* [Work order]
Throughout the entries below, report every line where "Substation" is found.

(Saved data entries)
===============

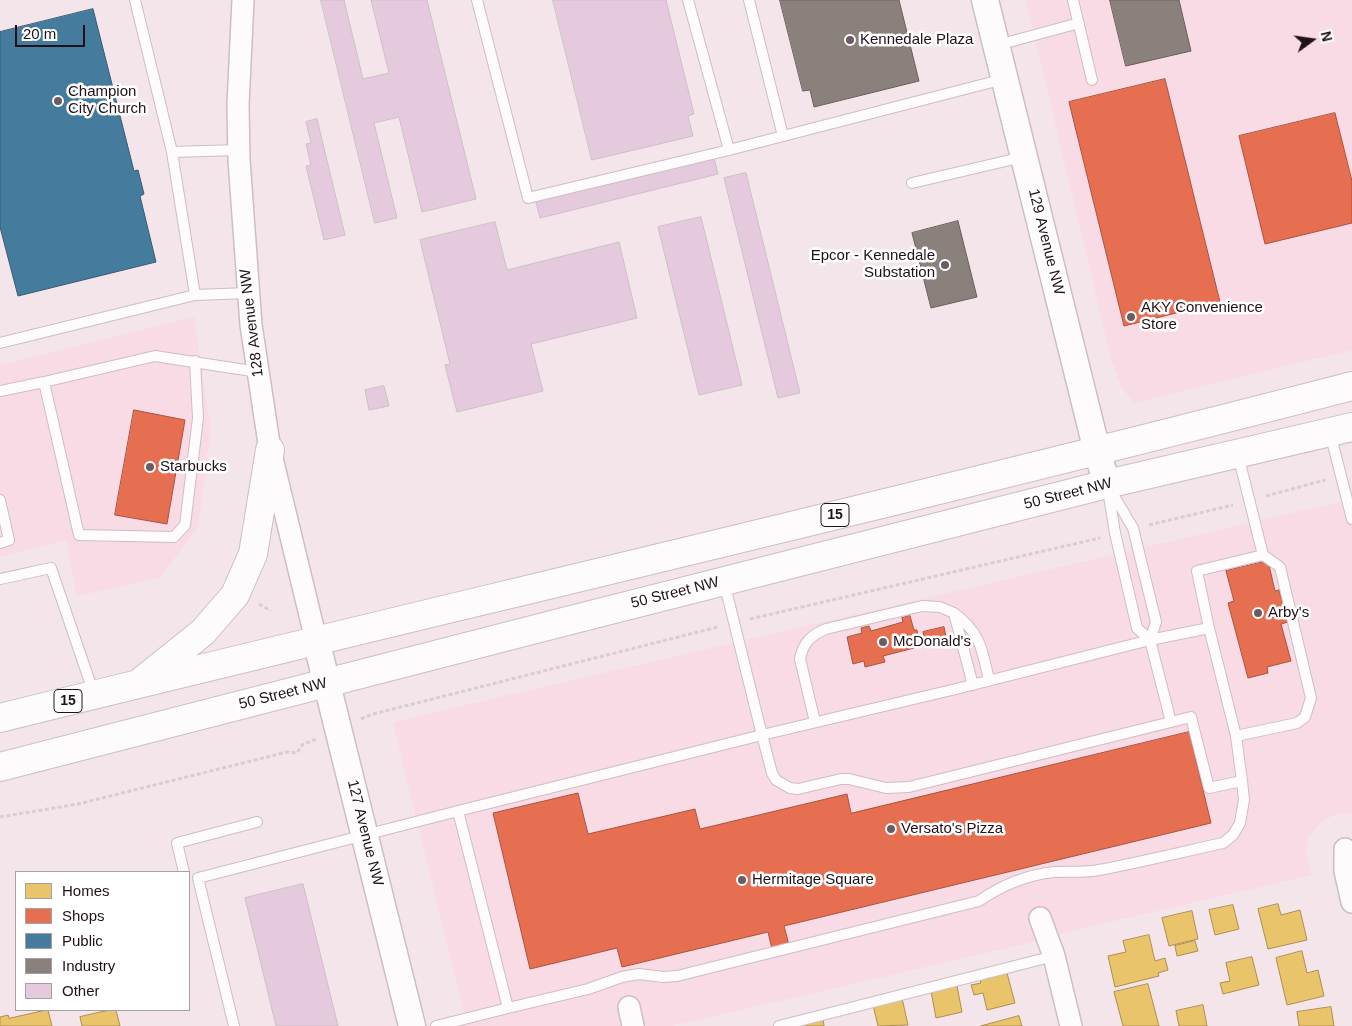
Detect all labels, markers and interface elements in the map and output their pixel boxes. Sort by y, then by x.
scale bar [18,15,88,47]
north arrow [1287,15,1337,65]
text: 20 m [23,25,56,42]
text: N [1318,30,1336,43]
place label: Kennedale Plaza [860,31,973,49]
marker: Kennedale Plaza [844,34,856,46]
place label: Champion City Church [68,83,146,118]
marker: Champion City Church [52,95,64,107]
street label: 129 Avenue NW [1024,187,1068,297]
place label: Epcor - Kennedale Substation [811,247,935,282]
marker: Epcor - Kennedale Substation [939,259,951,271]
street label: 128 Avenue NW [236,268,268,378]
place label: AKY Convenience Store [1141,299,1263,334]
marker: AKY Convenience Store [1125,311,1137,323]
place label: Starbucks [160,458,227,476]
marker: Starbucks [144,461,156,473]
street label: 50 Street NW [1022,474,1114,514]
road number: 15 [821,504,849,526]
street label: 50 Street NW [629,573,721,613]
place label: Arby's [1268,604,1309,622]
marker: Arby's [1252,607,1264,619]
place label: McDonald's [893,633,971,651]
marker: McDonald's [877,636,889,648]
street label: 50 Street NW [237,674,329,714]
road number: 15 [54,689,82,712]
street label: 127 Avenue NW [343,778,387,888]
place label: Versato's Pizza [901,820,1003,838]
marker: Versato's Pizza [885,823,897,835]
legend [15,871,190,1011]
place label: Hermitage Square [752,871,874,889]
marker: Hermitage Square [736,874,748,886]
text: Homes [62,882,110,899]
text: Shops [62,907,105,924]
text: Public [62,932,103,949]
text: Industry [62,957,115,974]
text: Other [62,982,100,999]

===============

* [Solution to the problem]
place label: Epcor - Kennedale Substation [811,247,935,282]
marker: Epcor - Kennedale Substation [939,259,951,271]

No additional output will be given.